> [ABOUT THIS TASK] Examine each line of the data, and copy the ones containing "tools".

START INFORMATION SHOWN

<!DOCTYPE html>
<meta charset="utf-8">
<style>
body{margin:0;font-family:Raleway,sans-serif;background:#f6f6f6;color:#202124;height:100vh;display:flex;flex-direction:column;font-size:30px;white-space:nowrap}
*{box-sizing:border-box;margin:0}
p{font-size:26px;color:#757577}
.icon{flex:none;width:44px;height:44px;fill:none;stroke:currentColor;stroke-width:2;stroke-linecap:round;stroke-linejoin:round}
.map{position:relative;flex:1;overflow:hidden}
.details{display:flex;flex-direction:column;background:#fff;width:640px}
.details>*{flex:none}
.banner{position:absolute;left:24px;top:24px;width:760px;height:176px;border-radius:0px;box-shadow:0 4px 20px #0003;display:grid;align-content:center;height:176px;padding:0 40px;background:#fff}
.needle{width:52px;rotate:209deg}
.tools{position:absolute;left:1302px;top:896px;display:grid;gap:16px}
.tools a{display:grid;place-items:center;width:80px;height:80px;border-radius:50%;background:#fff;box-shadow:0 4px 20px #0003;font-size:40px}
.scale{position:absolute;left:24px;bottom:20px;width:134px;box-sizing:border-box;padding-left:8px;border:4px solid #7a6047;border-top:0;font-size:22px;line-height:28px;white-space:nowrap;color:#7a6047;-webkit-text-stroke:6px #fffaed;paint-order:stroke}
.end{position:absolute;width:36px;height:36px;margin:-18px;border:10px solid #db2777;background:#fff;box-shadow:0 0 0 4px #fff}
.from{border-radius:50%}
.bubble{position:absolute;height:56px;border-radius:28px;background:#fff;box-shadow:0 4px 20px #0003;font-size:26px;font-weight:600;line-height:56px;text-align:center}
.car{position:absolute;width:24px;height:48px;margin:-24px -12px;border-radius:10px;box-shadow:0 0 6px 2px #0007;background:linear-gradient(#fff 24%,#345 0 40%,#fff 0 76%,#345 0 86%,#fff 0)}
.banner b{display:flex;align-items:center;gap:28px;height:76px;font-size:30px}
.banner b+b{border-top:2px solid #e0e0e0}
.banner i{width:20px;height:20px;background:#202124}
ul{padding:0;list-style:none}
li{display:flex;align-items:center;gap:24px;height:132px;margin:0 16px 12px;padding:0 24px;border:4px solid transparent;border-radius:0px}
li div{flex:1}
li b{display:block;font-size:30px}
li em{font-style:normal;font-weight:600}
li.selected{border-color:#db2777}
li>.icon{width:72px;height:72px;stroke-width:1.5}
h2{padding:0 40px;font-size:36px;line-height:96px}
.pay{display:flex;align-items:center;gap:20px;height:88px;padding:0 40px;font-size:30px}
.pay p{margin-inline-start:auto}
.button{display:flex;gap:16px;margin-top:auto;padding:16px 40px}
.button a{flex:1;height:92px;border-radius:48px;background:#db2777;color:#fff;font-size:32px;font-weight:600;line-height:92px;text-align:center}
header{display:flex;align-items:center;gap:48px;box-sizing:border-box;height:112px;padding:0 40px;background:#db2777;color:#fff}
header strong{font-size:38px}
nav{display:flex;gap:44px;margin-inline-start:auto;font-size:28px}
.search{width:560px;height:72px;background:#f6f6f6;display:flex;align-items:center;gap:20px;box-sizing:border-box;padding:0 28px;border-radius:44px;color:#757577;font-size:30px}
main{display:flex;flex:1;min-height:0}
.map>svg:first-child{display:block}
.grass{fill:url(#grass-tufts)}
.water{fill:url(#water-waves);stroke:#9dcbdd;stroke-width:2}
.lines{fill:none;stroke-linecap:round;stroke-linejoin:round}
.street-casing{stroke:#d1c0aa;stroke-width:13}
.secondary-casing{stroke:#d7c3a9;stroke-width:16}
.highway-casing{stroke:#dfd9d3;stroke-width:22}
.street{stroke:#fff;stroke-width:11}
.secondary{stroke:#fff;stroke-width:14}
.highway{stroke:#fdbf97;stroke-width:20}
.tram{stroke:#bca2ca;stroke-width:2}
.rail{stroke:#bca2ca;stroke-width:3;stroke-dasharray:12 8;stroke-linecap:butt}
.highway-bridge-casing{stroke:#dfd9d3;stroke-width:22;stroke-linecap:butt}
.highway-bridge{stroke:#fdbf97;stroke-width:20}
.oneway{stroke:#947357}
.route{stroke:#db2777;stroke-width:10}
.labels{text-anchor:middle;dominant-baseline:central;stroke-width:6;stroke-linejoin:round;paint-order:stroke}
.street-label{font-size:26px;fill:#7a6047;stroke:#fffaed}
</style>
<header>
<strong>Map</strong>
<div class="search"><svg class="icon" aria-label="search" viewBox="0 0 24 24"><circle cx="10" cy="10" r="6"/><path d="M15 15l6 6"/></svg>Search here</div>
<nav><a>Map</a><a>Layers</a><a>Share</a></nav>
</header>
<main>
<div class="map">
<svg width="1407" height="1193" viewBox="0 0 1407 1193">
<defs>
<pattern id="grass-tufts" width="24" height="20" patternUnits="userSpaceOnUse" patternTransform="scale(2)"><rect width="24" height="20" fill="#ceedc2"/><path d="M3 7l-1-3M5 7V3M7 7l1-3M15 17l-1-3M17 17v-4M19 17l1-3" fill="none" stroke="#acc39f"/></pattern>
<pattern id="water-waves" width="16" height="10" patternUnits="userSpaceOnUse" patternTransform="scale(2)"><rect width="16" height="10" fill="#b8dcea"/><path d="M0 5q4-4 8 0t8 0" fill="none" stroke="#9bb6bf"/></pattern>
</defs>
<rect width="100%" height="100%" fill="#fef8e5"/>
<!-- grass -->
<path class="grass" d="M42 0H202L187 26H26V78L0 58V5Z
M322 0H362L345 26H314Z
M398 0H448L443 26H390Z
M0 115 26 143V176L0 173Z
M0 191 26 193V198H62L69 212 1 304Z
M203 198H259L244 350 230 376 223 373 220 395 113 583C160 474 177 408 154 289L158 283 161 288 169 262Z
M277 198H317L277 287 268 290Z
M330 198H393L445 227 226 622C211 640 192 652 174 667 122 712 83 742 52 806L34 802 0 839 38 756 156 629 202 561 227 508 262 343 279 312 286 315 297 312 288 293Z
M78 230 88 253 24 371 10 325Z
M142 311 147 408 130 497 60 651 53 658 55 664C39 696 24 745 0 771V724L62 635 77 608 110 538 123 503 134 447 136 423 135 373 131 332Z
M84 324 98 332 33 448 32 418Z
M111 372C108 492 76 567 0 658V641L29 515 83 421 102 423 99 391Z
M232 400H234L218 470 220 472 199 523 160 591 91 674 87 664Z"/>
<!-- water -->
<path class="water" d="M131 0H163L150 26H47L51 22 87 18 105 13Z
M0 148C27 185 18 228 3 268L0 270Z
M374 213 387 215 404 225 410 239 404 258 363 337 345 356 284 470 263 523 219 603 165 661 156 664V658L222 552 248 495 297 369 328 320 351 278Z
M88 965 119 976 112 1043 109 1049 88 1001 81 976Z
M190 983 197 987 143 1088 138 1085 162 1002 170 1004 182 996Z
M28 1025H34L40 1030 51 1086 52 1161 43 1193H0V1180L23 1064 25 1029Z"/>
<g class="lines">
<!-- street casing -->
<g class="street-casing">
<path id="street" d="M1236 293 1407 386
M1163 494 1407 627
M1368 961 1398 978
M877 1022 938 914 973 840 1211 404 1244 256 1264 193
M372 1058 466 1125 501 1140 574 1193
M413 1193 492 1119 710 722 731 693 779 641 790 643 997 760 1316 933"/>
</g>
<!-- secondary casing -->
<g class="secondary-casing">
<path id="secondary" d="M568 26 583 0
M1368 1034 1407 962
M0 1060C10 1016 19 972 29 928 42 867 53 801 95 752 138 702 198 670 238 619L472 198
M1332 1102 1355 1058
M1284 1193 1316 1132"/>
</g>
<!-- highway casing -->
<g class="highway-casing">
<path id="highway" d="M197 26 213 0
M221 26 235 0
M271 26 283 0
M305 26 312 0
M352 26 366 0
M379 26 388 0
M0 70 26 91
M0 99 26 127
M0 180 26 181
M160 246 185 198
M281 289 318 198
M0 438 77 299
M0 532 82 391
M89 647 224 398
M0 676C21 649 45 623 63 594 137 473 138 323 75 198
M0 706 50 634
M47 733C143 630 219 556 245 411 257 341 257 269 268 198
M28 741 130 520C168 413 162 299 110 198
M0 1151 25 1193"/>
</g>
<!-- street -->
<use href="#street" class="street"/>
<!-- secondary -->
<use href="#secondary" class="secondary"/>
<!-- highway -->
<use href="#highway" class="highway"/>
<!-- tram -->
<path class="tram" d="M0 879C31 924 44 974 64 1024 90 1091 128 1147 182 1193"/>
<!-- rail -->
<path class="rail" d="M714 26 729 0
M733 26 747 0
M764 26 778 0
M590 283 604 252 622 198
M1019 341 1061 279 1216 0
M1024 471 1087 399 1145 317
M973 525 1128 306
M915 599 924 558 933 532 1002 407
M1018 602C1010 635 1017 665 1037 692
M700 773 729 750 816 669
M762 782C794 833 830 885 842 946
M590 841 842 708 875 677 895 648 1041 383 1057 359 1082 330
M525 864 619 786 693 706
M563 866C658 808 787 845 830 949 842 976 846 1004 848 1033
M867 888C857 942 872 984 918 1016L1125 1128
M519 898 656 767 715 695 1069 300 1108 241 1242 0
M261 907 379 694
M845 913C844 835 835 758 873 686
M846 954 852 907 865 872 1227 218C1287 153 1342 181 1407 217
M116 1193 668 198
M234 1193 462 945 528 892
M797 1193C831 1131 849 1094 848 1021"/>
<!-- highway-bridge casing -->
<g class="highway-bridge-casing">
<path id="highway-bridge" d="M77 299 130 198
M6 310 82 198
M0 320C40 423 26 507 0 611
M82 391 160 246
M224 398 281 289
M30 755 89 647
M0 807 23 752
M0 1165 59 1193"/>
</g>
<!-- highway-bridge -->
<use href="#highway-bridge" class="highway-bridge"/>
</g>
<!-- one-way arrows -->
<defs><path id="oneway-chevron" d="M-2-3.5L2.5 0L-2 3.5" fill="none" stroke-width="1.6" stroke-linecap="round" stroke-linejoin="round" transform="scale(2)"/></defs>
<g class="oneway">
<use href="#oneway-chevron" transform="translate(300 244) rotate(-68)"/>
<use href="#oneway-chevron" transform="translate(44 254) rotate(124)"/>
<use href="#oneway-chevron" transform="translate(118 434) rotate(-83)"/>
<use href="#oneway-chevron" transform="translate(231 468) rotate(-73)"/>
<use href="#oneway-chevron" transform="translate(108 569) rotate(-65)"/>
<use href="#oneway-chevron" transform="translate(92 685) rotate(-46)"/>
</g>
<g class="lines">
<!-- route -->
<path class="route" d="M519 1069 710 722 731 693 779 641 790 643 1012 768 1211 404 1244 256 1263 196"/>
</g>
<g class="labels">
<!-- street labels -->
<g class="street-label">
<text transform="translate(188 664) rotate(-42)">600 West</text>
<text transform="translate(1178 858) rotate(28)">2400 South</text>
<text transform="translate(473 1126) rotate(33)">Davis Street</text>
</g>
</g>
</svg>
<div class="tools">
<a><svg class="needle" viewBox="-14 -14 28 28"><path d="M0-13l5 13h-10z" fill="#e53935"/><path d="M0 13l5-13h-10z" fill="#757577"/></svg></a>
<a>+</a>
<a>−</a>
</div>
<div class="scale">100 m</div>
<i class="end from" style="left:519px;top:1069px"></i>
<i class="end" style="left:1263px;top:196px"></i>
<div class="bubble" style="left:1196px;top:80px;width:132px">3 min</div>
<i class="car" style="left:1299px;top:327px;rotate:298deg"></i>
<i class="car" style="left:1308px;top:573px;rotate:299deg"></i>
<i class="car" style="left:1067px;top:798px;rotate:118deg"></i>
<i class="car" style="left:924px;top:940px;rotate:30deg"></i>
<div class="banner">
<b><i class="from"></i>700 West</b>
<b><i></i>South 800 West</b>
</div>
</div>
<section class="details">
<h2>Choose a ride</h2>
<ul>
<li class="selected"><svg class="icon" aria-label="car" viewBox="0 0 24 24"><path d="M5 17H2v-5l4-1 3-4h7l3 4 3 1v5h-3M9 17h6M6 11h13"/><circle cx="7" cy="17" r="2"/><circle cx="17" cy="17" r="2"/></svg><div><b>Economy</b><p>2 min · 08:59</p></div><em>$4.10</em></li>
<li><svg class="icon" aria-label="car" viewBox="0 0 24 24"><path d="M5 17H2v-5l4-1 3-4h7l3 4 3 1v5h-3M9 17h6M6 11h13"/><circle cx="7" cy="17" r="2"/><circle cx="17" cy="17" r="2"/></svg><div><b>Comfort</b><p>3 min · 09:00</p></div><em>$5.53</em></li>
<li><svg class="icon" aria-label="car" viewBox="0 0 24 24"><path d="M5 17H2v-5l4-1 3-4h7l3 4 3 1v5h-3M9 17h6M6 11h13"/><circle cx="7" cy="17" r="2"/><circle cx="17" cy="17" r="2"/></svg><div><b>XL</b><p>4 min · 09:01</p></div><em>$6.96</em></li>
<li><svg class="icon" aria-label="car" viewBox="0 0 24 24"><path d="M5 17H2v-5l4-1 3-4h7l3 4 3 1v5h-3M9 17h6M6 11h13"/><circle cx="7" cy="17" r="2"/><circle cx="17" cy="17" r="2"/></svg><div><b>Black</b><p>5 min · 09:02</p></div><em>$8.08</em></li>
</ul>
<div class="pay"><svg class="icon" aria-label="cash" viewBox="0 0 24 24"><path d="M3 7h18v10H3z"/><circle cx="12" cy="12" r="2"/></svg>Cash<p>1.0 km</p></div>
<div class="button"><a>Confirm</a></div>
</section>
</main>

END INFORMATION SHOWN

> [SOLUTION]
.tools{position:absolute;left:1302px;top:896px;display:grid;gap:16px}
.tools a{display:grid;place-items:center;width:80px;height:80px;border-radius:50%;background:#fff;box-shadow:0 4px 20px #0003;font-size:40px}
<div class="tools">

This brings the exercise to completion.